Dataset records
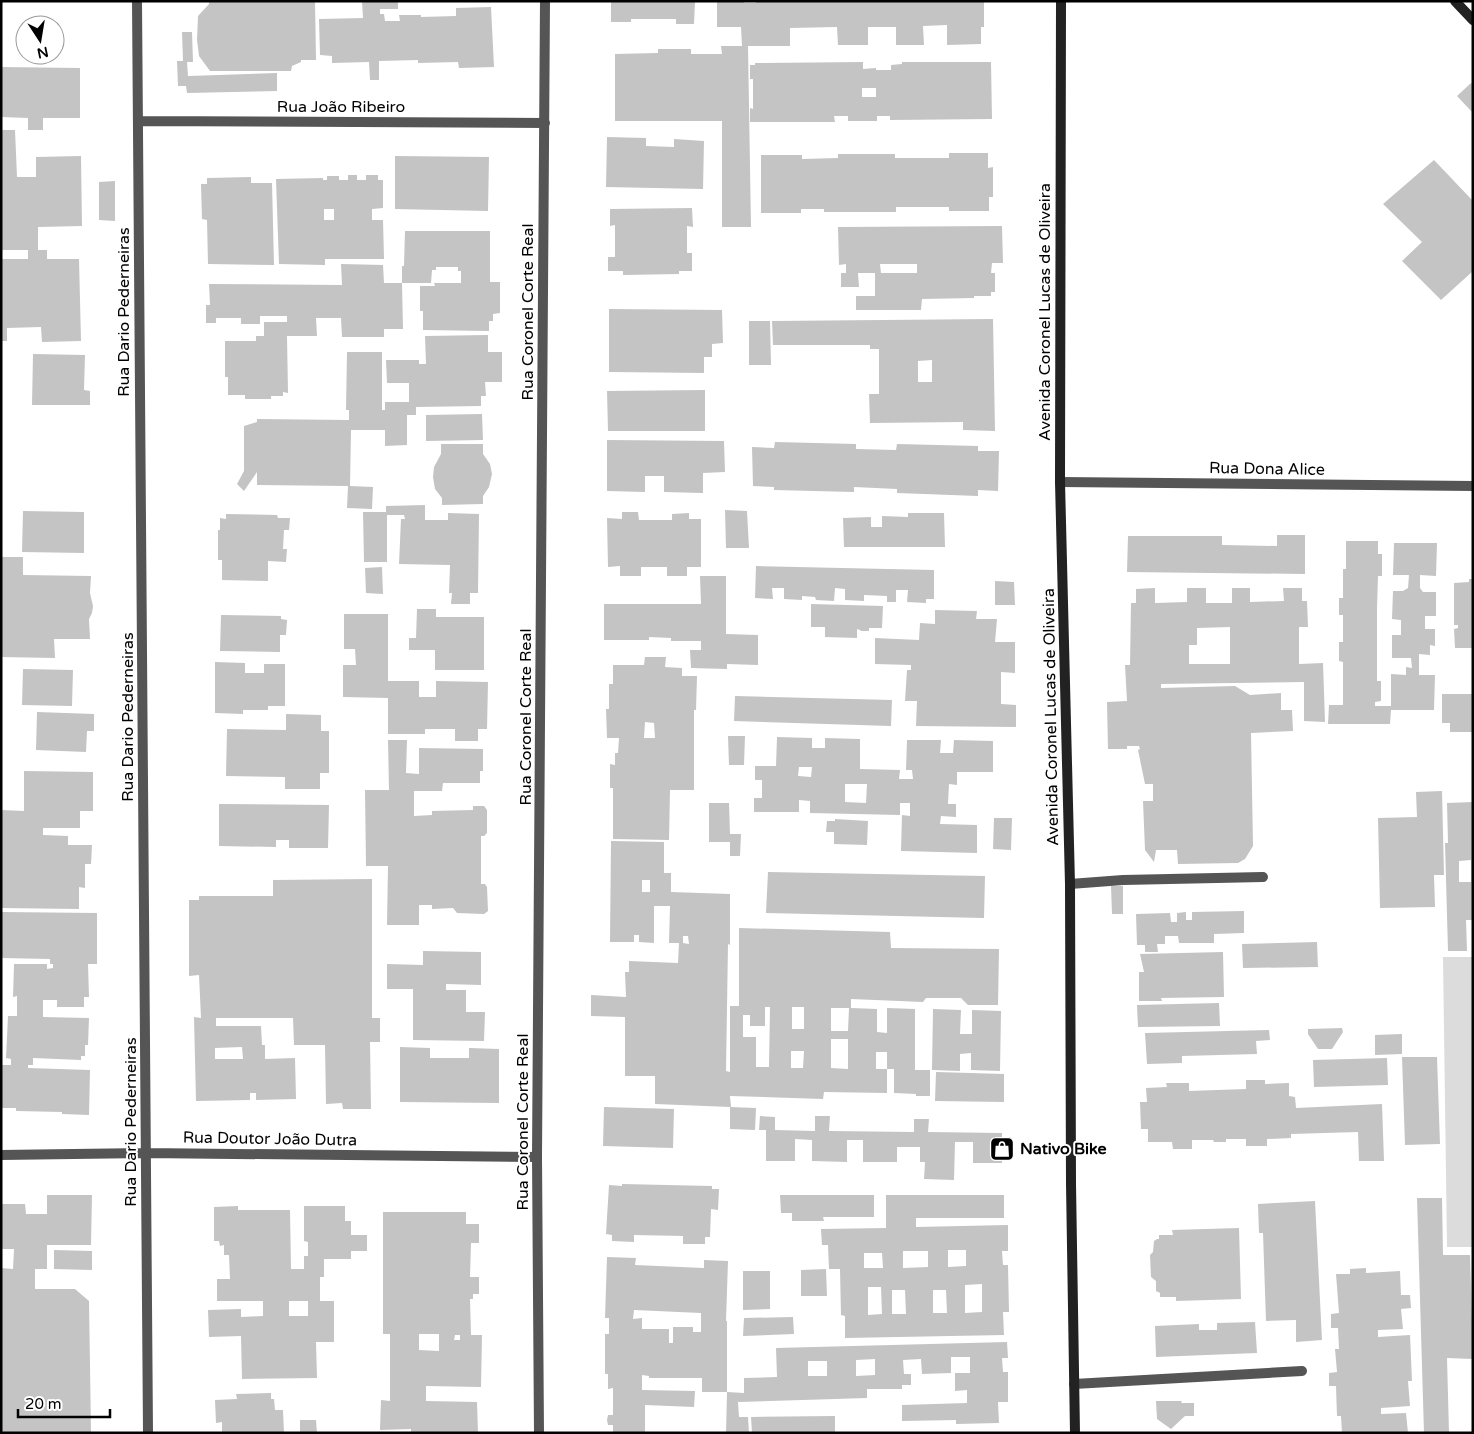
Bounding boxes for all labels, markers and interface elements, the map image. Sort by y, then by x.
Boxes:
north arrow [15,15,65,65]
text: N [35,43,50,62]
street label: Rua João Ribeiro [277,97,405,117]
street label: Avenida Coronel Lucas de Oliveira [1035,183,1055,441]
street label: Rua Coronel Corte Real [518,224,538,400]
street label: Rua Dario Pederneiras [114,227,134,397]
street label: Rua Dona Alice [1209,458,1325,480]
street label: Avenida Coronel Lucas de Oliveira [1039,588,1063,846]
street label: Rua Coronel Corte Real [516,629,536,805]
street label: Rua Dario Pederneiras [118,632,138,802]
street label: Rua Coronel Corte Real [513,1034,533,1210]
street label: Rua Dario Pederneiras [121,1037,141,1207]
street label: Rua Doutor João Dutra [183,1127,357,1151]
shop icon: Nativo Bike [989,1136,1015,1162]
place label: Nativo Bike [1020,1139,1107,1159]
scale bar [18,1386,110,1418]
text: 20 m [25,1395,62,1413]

▶ _ASSIGNMENT_: Output every record above verbatim, excluding images.

▶ _TASK OUTPUT_:
Bounding boxes for all labels, markers and interface elements, the map image. Sort by y, then by x.
Boxes:
north arrow [15,15,65,65]
text: N [35,43,50,62]
street label: Rua João Ribeiro [277,97,405,117]
street label: Avenida Coronel Lucas de Oliveira [1035,183,1055,441]
street label: Rua Coronel Corte Real [518,224,538,400]
street label: Rua Dario Pederneiras [114,227,134,397]
street label: Rua Dona Alice [1209,458,1325,480]
street label: Avenida Coronel Lucas de Oliveira [1039,588,1063,846]
street label: Rua Coronel Corte Real [516,629,536,805]
street label: Rua Dario Pederneiras [118,632,138,802]
street label: Rua Coronel Corte Real [513,1034,533,1210]
street label: Rua Dario Pederneiras [121,1037,141,1207]
street label: Rua Doutor João Dutra [183,1127,357,1151]
shop icon: Nativo Bike [989,1136,1015,1162]
place label: Nativo Bike [1020,1139,1107,1159]
scale bar [18,1386,110,1418]
text: 20 m [25,1395,62,1413]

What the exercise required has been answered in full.